We learnt recently of the decision by the Government of Guyana to allow for the creation of mining syndicates, groups of mostly small miners who would be allowed to collectively apply for and be granted mining claims and would be able to ‘work’ those claims within the framework of the rules governing the sector. Interestingly, the arrangement allows for syndicates to benefit from the same concessions offered to miners associated with the Guyana Gold & Diamond Miners Association (GGDMA). Syndicates are deemed to be a positive development for a number of reasons not least the fact that – as far as we are told – they are intended to strike a more equitable balance between the ‘big players’ in the sector and the smaller operators, allowing the latter group to have access to collective claims of their own. Syndicates, it is felt, will help to reduce the practice of illegal raiding and go some way towards eradicating what has been described as ‘landlordism,’ loose and insecure ‘contractual’ arrangements which small miners have with large claim holders and which leave them vulnerable and dependent.

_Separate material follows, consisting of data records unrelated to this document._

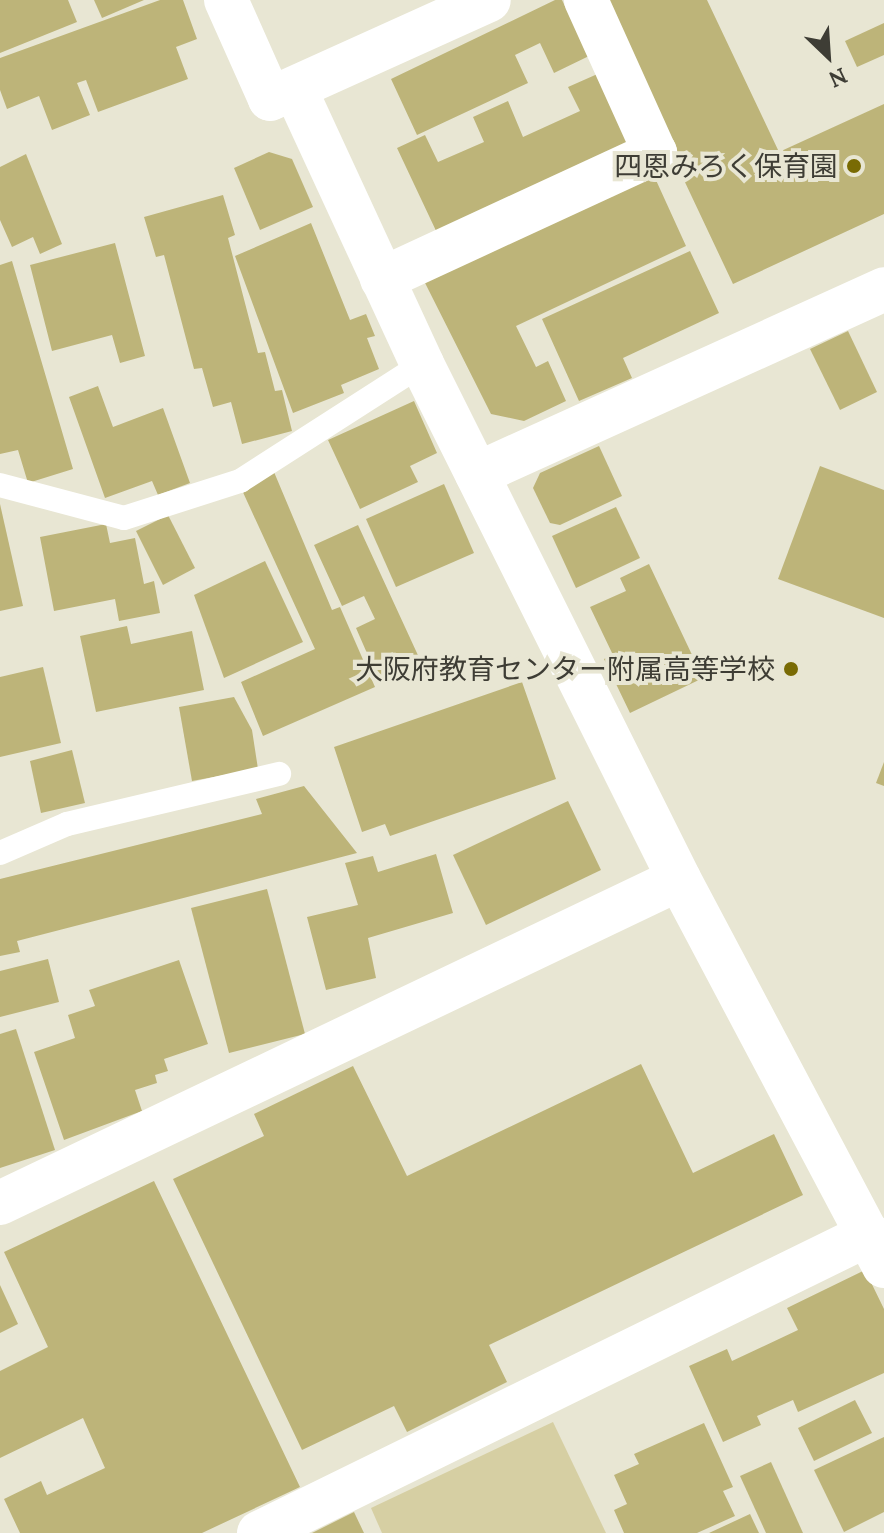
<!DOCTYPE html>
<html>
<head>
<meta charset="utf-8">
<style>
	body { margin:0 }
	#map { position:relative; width:884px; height:1533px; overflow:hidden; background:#e8e6d3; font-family:Lora,"Noto Sans JP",serif }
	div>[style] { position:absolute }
	.green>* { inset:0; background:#d6cfa3 }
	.building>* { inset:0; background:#bdb479 }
	.service>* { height:24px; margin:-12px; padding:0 12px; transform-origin:12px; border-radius:12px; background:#fff }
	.minor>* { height:44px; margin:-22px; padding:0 22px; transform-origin:22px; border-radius:22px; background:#fff }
	.tertiary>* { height:44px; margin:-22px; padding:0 22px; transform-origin:22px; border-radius:22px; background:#fff }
	.dots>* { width:22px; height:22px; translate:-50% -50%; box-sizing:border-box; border:4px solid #e8e6d3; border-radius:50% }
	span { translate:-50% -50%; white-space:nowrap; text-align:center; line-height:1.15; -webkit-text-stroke:8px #e8e6d3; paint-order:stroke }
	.poi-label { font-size:28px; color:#3e3d35 }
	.right { translate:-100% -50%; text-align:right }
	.north { position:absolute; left:788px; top:16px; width:80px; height:80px; -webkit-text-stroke:6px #e8e6d3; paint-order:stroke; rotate:155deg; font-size:22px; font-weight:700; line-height:32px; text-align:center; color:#3e3d35 }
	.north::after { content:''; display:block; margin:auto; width:28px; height:36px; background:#3e3d35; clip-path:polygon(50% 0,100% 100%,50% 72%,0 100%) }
</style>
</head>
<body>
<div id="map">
	<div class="green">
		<i style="clip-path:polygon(553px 1422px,606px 1533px,382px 1533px,371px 1508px)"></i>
	</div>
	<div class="building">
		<i style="clip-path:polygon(0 0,68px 0,77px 22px,0 53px)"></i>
		<i style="clip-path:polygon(94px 0,144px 0,102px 18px)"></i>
		<i style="clip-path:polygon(160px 0,183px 0,197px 39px,176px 47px,188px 79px,98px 112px,86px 80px,77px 83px,90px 115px,52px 130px,39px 96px,7px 109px,0 90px,0 58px)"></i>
		<i style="clip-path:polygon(555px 0,562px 0,589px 56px,554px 73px,540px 43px,515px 55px,528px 83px,417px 135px,391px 79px)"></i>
		<i style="clip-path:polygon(599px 0,707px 0,779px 152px,884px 104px,884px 214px,733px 284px)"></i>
		<i style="clip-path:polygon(884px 23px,884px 55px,857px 67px,845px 41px)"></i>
		<i style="clip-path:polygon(602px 72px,637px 147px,438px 235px,397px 148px,425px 135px,438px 162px,484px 142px,473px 117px,508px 101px,523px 137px,580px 111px,568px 87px)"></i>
		<i style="clip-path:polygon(269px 152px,292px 159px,313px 207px,260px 230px,234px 168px)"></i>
		<i style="clip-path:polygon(26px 154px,62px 244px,40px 254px,33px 237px,12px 247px,0 220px,0 167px)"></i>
		<i style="clip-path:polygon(650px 167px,686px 246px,516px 326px,536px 367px,548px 361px,566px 401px,524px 421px,491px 414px,420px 273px)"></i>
		<i style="clip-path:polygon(223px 195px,235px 235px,228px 238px,258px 353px,265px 352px,275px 391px,282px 390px,292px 431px,242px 444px,231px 402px,213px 407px,202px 368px,194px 369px,164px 255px,156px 257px,144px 217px)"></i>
		<i style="clip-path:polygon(311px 223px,350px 320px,366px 314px,375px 336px,367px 338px,379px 369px,341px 385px,344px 393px,293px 413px,235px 256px)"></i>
		<i style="clip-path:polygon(115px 243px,145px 356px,120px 363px,112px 335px,52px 351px,30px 265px)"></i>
		<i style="clip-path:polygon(690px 251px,719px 313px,623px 358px,632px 378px,579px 401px,542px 319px)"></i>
		<i style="clip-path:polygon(12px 261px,73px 469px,28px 483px,18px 450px,0 454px,0 265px)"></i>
		<i style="clip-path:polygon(848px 331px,877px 392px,840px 410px,810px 349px)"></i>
		<i style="clip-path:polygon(98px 386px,113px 427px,163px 408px,190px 483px,158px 495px,152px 481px,105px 498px,69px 397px)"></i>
		<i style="clip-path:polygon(414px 401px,437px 453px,410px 466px,418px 482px,360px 509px,328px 440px)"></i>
		<i style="clip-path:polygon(599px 446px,622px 496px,560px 525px,550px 523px,533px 488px,540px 473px)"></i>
		<i style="clip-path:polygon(820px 466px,884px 490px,884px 618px,778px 579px)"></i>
		<i style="clip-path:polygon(274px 472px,332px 610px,340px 607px,375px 687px,263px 736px,241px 682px,315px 649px,241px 488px)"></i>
		<i style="clip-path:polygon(444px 484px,474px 553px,396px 587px,366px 519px)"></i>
		<i style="clip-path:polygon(0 504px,23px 606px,0 611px)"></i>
		<i style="clip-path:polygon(616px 507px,640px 558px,576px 588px,552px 536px)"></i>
		<i style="clip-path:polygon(168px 515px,195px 568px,163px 585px,136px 531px)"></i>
		<i style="clip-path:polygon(106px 524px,110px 543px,135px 538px,144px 584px,154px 581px,160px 613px,119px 621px,115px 599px,54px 611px,40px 537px)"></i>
		<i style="clip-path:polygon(358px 525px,422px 664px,380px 683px,356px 628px,375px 619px,364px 596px,342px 606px,314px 545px)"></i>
		<i style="clip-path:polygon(265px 561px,303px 642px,224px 678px,194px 595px)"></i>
		<i style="clip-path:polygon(649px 564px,703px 678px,630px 713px,604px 659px,613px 655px,590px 607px,626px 591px,620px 578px)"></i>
		<i style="clip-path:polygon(127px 626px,131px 644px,192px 631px,204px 690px,96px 712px,80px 636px)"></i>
		<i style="clip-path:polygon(43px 667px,61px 743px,0 757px,0 677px)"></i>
		<i style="clip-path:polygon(522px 682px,556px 779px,390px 836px,385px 824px,362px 832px,334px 747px)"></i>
		<i style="clip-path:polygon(234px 697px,252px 730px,258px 769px,192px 781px,179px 707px)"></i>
		<i style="clip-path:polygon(72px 750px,85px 803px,41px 813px,30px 761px)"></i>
		<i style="clip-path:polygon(884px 762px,884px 786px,876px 783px)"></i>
		<i style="clip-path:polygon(304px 786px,357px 853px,17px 941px,20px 952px,0 956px,0 879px,262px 814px,256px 799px)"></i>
		<i style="clip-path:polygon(568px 801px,601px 870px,486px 925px,453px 855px)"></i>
		<i style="clip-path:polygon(436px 854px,453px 913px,368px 938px,376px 978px,326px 990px,307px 917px,358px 905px,345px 863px,373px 856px,378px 872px)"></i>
		<i style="clip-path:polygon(267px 889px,305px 1034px,229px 1053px,191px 908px)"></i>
		<i style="clip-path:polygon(48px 959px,59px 1002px,0 1017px,0 971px)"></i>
		<i style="clip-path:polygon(179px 960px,208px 1044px,164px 1059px,168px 1071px,155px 1075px,157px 1083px,135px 1090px,142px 1111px,64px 1140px,34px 1052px,75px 1038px,68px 1015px,95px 1006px,89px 990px)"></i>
		<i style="clip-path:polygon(16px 1029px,55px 1150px,0 1168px,0 1034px)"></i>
		<i style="clip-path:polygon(641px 1064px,693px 1173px,774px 1134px,803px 1195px,489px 1345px,507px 1382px,407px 1432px,394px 1406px,302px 1450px,173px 1179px,264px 1136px,254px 1114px,353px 1066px,407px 1176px)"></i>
		<i style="clip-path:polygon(154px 1181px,300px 1487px,202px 1533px,20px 1533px,4px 1499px,41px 1481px,47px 1495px,105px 1468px,83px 1418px,0 1458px,0 1371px,48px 1347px,4px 1252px)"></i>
		<i style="clip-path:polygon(865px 1270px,884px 1309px,884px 1373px,798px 1412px,793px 1400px,757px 1416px,761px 1425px,723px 1442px,689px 1366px,727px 1349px,732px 1361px,798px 1330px,787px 1308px)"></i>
		<i style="clip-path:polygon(0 1285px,18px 1324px,0 1333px)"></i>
		<i style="clip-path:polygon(855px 1400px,872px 1433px,814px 1461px,798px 1428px)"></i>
		<i style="clip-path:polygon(704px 1423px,733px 1487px,723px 1491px,735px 1516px,697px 1533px,624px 1533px,614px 1510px,627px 1504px,614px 1475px,639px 1464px,634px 1454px)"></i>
		<i style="clip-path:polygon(884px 1437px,884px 1512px,844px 1532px,814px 1470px)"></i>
		<i style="clip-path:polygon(771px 1462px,803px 1533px,766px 1533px,740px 1476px)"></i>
		<i style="clip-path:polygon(354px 1512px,364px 1533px,312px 1533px)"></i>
		<i style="clip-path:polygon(750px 1514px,759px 1533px,709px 1533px)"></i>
	</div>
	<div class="service">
		<i style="left:0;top:485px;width:128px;rotate:14.9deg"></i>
		<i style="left:124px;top:518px;width:122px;rotate:-17.7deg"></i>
		<i style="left:240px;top:481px;width:216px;rotate:-32.7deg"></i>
		<i style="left:0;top:853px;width:73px;rotate:-23.4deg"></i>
		<i style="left:67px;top:824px;width:218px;rotate:-13.3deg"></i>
	</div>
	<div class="minor">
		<i style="left:226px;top:0;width:108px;rotate:66deg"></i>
		<i style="left:295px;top:89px;width:303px;rotate:65.2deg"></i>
		<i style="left:422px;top:364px;width:576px;rotate:63.48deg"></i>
		<i style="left:679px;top:879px;width:438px;rotate:62.1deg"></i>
		<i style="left:382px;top:279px;width:301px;rotate:-24.8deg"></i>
		<i style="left:655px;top:153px;width:168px;rotate:-114.3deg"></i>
		<i style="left:477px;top:474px;width:447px;rotate:-24.4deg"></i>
		<i style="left:0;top:1203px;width:752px;rotate:-25.51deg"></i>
		<i style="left:259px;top:1533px;width:679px;rotate:-26.11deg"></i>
	</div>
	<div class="tertiary">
		<i style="left:270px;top:99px;width:240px;rotate:-24.3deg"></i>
	</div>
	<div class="dots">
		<i style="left:854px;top:166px;background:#796b04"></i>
		<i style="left:791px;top:669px;background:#796b04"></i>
	</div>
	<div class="poi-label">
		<span class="right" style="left:838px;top:166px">四恩みろく保育園</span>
		<span class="right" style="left:775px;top:669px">大阪府教育センター附属高等学校</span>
	</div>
	<div class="north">N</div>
</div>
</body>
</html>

News of the emergence of syndicates has also come with salutary public pronouncements about their worthwhile nature from the Ministry of Natural Resources. They have been touted as one of the mechanisms that can contribute to the Government of Guyana’s ‘good life’ promise. Contextually, syndicates are open not only to persons traditionally associated with the sector so that, for example, a group from Albouystown has created a syndicate. On the whole mining syndicates appeared to have secured the blessings of the authorities and – apparently against expectations in some quarters ‒ the initiative has even secured the blessings of the GGDMA. Indeed, it appeared set to go without hindrance or hiccup.
Of course, with new groups of miners becoming part of the sector there are additional responsibilities that arise out of what will become more weighty environmental and safety and health challenges, and one notes that the Ministry of Natural Resources has provided assurances that the advent of syndicates will be attended by initiatives designed to ensure that the syndicates live within the limits of the law, including collaborative undertakings involving the syndicates and the ministry’s Mining School.
But then (as was mentioned earlier) the gold mining industry in Guyana is far from uncomplicated and now, as far as we are told, progress in relation to the allocation of mining lands has not been unfolding at the anticipated pace and some of the blame for this is being placed at the door of the cumbersome bureaucracy of the GGMC. There is, too, the matter of the official refusal to deny permission for a syndicate known as the Berbice Mining Syndicate to mine lands at Parish Peak in Upper Berbice. The land, the syndicate was reportedly told, has been set aside for conservation.
All of this appears to have given rise to a strained relationship between the Ministry of Natural Resources and the newly formed National Mining Syndicate. What appears to have been the ‘high’ that had attended some of the earlier meetings to craft a strategy for the unfolding of the syndicate initiative, now appears to have been stymied by bureaucratic sloth and heaven knows what else.
The problems as they have been represented appear to have been entirely avoidable and could, arguably, have been averted by more thorough prior consultation between the Ministry of Natural Resources and the National Mining Syndicate. The critical point here, however, has to do with the need to remedy the problem with the utmost haste. After all, syndicates are envisaged as an initiative designed to help kickstart the government’s ‘good life’ undertaking, aren’t they?